- [What you will do] Make an exact copy of the lines from the top of the entries below through the line with "Convert the page". Leave all pictures out.

- [Data shown]
────
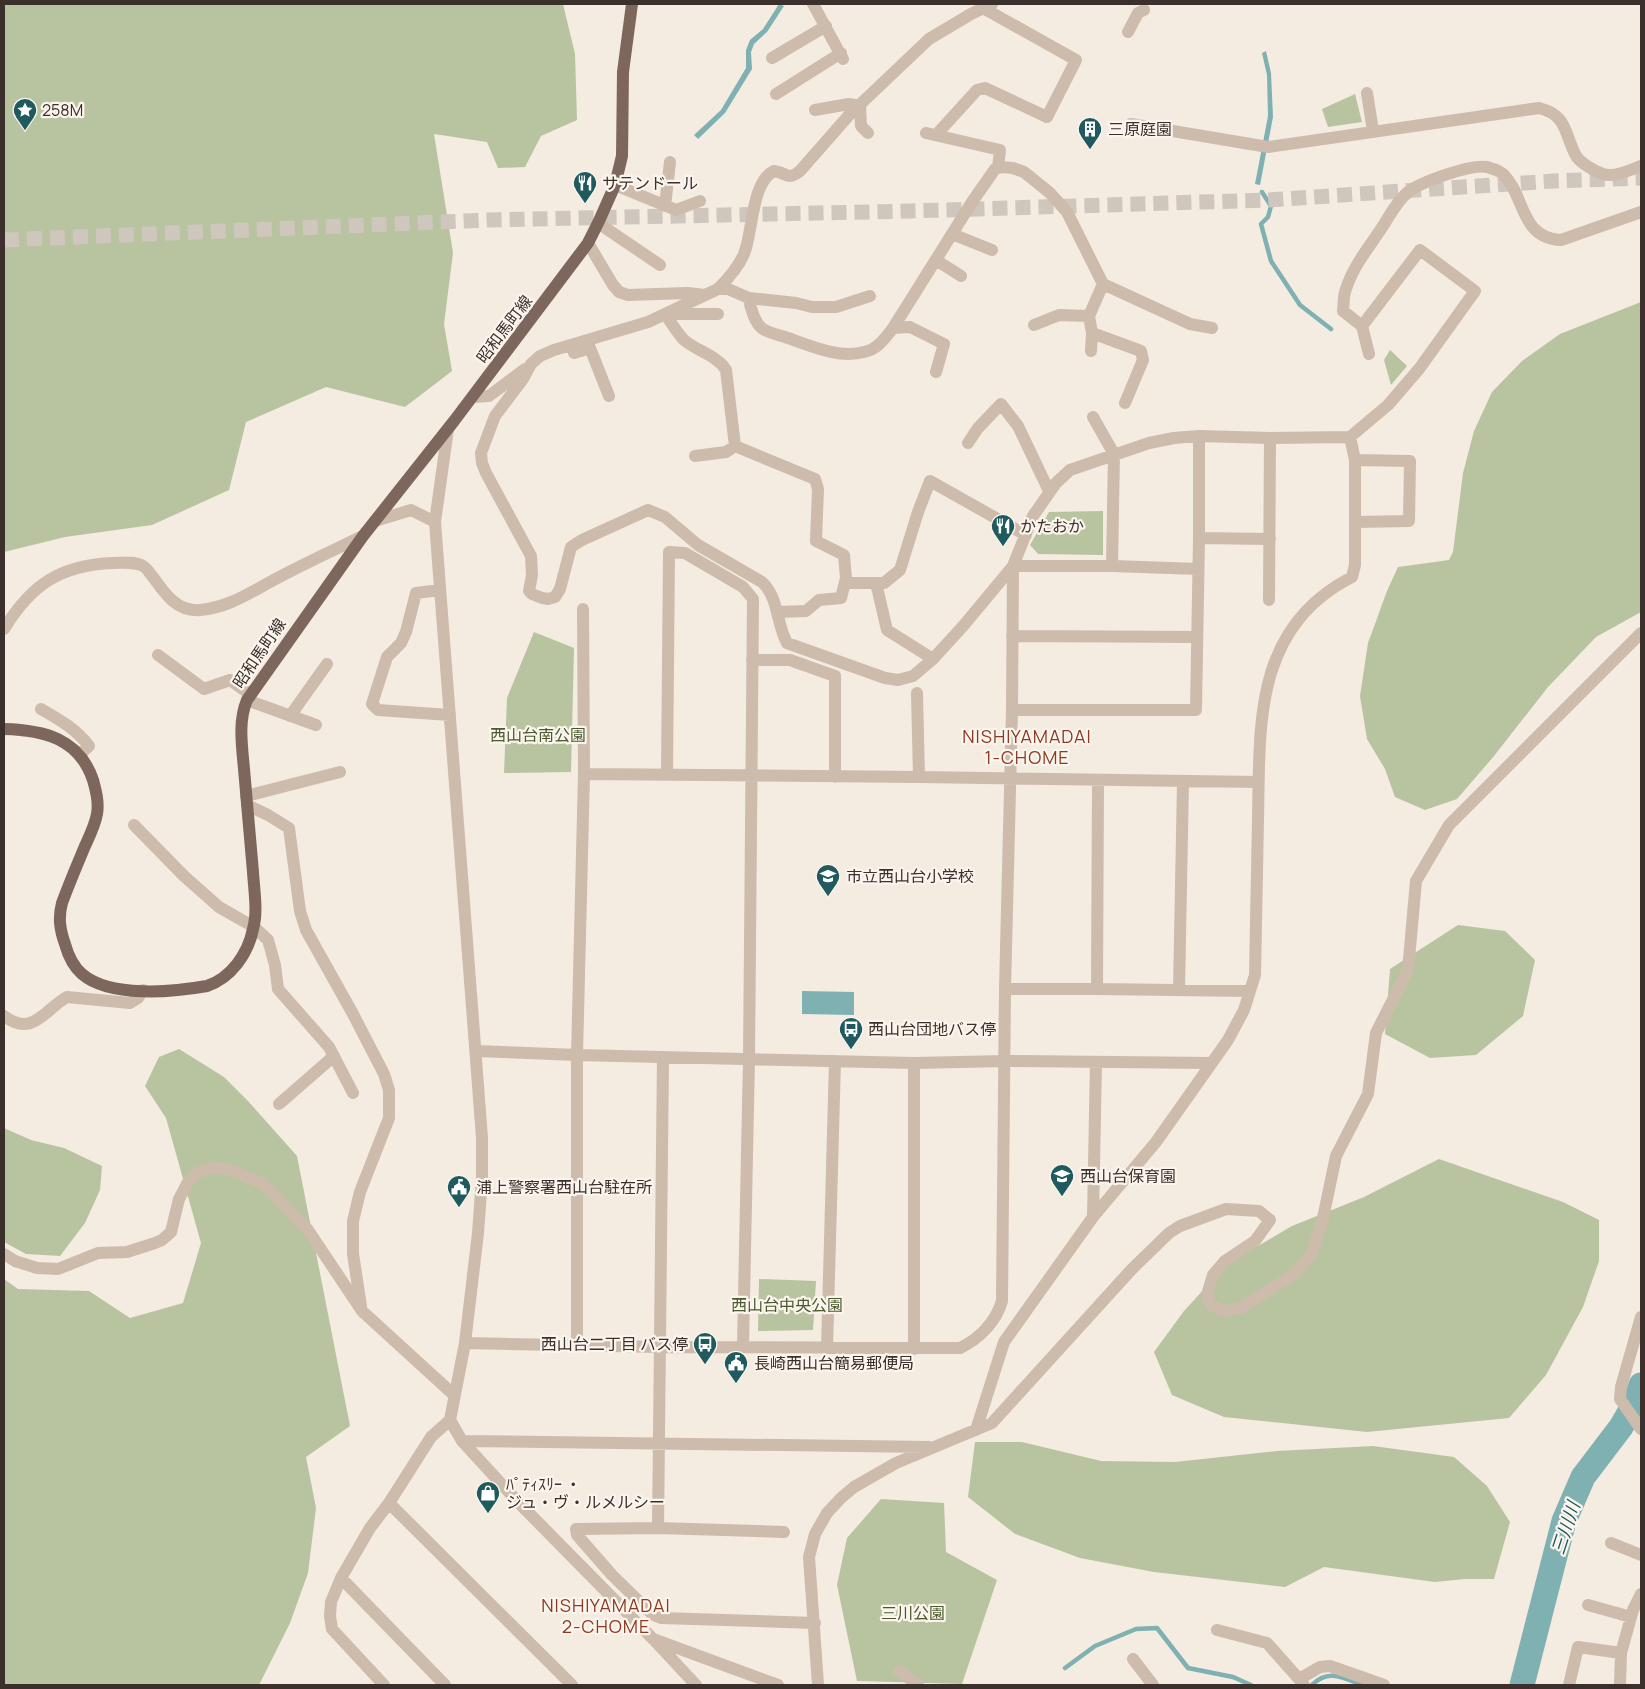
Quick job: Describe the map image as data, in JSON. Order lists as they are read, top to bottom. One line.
{"streets":{"main road":["昭和馬町線"]},"districts":["NISHIYAMADAI 1-CHOME","NISHIYAMADAI 2-CHOME"],"water":["三川川"],"parks":["西山台南公園","西山台中央公園","三川公園"],"places":{"place":["258M"],"building":["三原庭園"],"restaurant":["サテンドール","かたおか"],"school or university":["市立西山台小学校","西山台保育園"],"bus stop":["西山台団地バス停","西山台二丁目 バス停"],"public building":["浦上警察署西山台駐在所","長崎西山台簡易郵便局"],"shop":["ﾊﾟﾃｨｽﾘｰ ・ ジュ・ヴ・ルメルシー"]}}
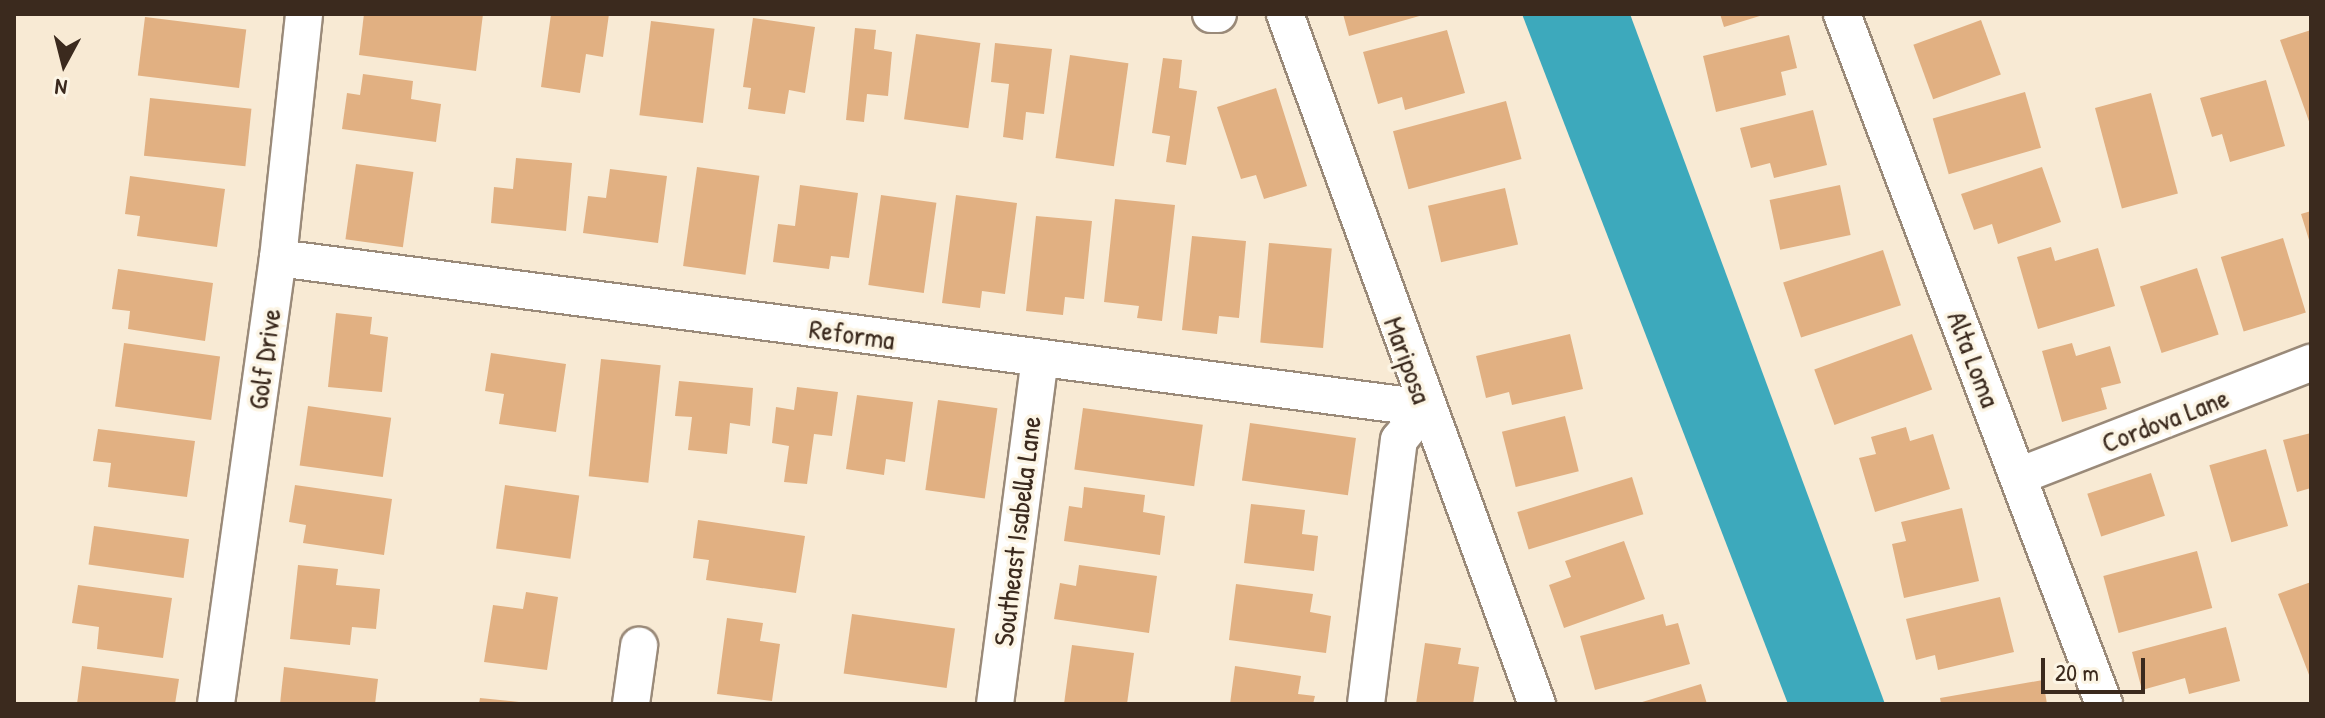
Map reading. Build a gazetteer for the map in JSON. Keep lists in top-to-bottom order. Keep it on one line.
{"streets":{"street":["Reforma","Golf Drive","Alta Loma","Mariposa","Cordova Lane","Southeast Isabella Lane"]},"crossings":[["Reforma","Golf Drive"],["Reforma","Mariposa"],["Reforma","Southeast Isabella Lane"],["Alta Loma","Cordova Lane"]],"scale_bar":"20 m","north":"bottom"}
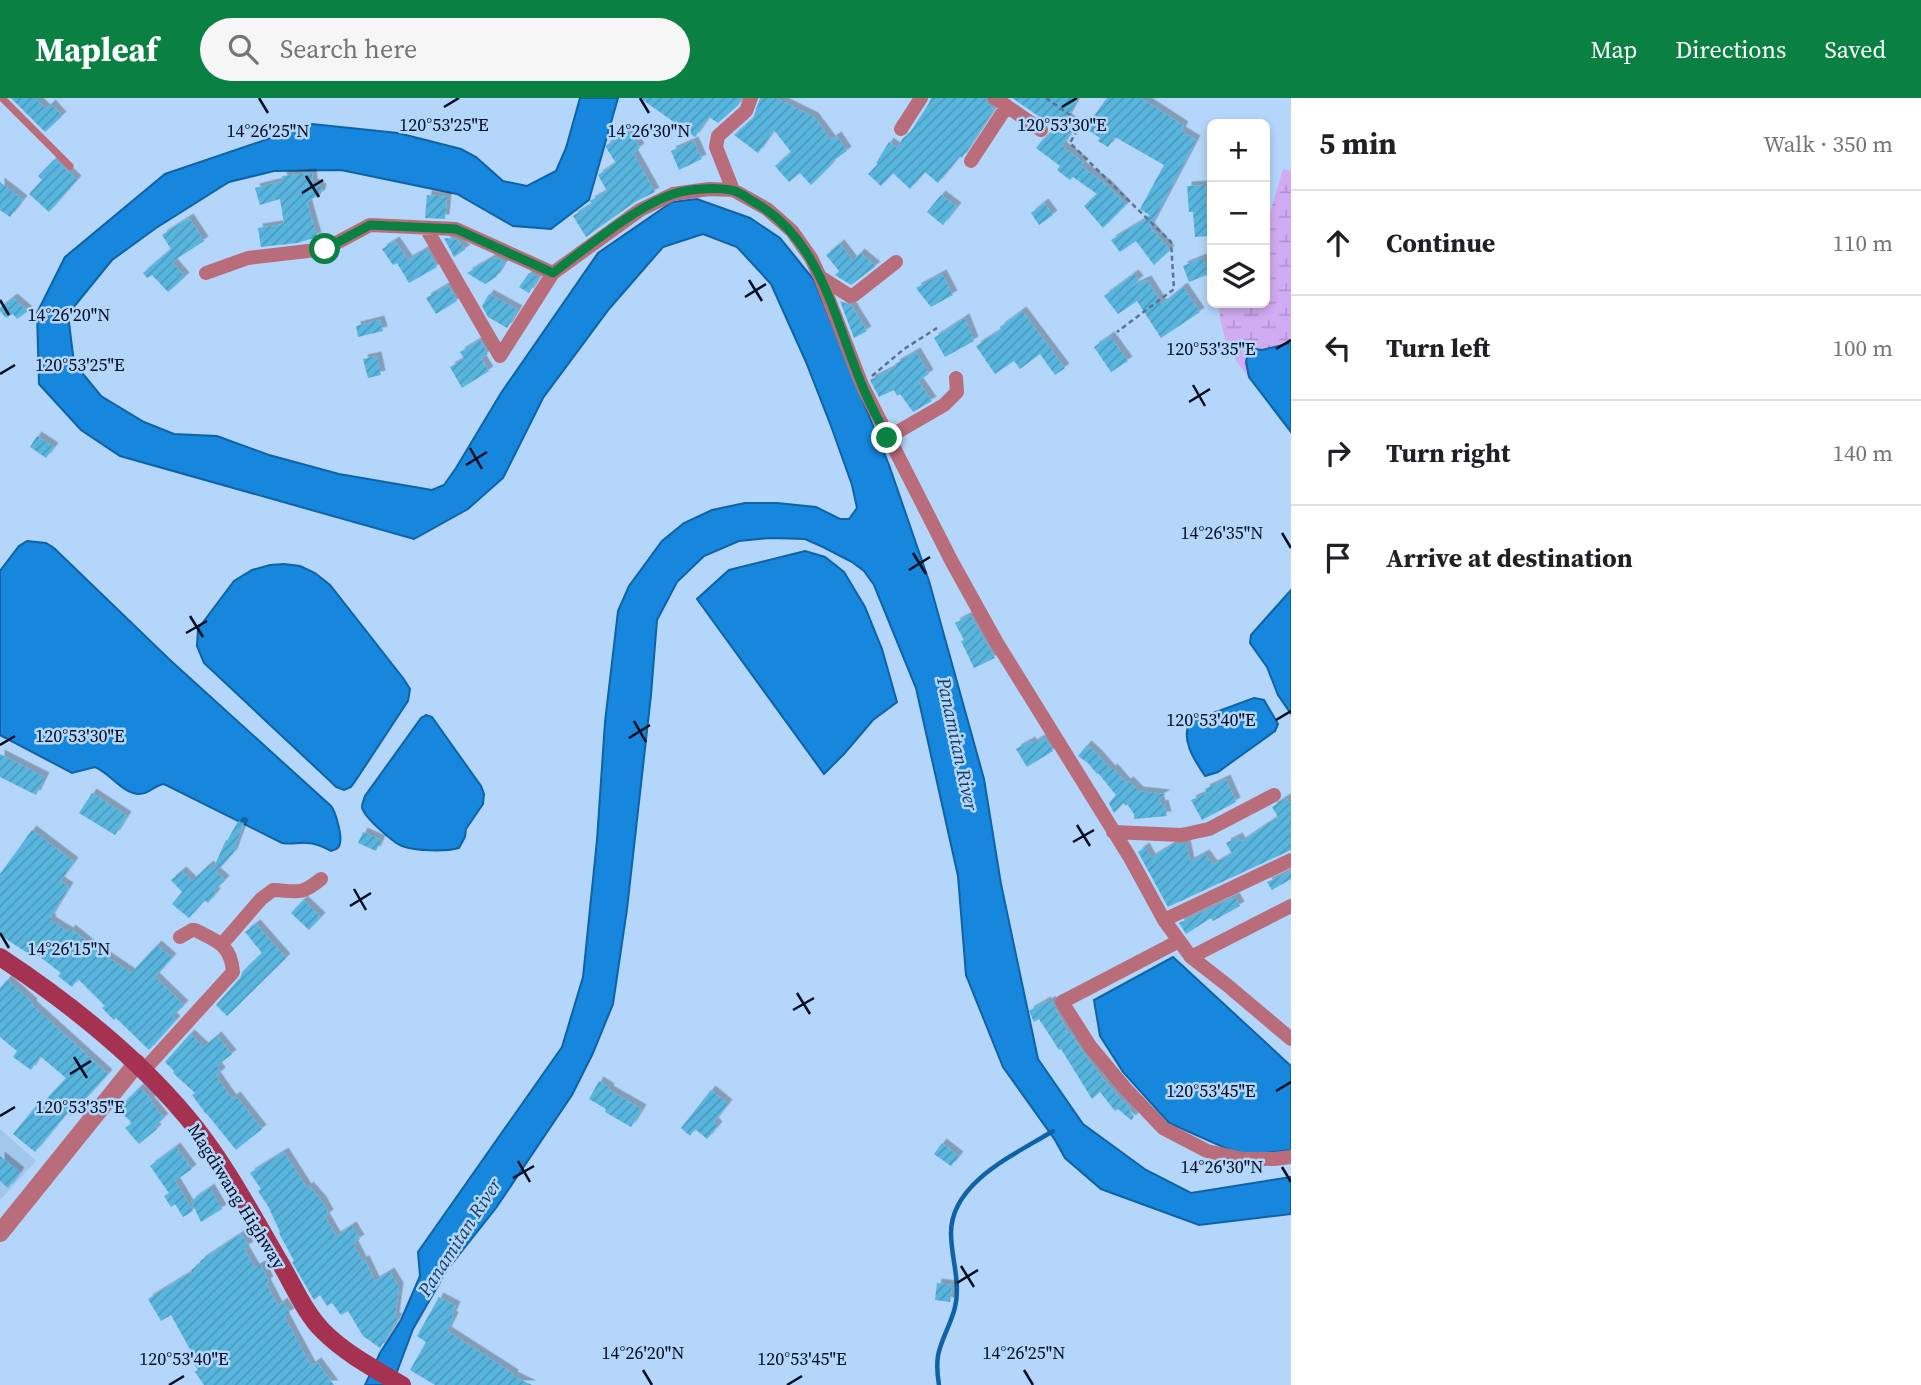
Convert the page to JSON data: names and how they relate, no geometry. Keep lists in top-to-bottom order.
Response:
{
  "streets": {
    "main road": ["Magdiwang Highway"]
  },
  "water": ["Panamitan River"],
  "page": {
    "header": "Mapleaf",
    "search": "Search here",
    "nav": ["Map", "Directions", "Saved"],
    "heading": ["5 min", "Walk · 350 m"],
    "map_buttons": ["+", "−"],
    "list": [
      ["Continue", "110 m"],
      ["Turn left", "100 m"],
      ["Turn right", "140 m"],
      "Arrive at destination"
    ]
  },
  "coordinates": [
    "120°53'25\"E",
    "120°53'30\"E",
    "14°26'30\"N",
    "14°26'25\"N",
    "14°26'20\"N",
    "120°53'35\"E",
    "14°26'35\"N",
    "120°53'40\"E",
    "14°26'15\"N",
    "120°53'45\"E"
  ]
}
────
- [Task response]
Quick job: Describe the map image as data, in JSON. Order lists as they are read, top to bottom. One line.
{"streets":{"main road":["昭和馬町線"]},"districts":["NISHIYAMADAI 1-CHOME","NISHIYAMADAI 2-CHOME"],"water":["三川川"],"parks":["西山台南公園","西山台中央公園","三川公園"],"places":{"place":["258M"],"building":["三原庭園"],"restaurant":["サテンドール","かたおか"],"school or university":["市立西山台小学校","西山台保育園"],"bus stop":["西山台団地バス停","西山台二丁目 バス停"],"public building":["浦上警察署西山台駐在所","長崎西山台簡易郵便局"],"shop":["ﾊﾟﾃｨｽﾘｰ ・ ジュ・ヴ・ルメルシー"]}}
Map reading. Build a gazetteer for the map in JSON. Keep lists in top-to-bottom order. Keep it on one line.
{"streets":{"street":["Reforma","Golf Drive","Alta Loma","Mariposa","Cordova Lane","Southeast Isabella Lane"]},"crossings":[["Reforma","Golf Drive"],["Reforma","Mariposa"],["Reforma","Southeast Isabella Lane"],["Alta Loma","Cordova Lane"]],"scale_bar":"20 m","north":"bottom"}
Convert the page to JSON data: names and how they relate, no geometry. Keep lists in top-to-bottom order.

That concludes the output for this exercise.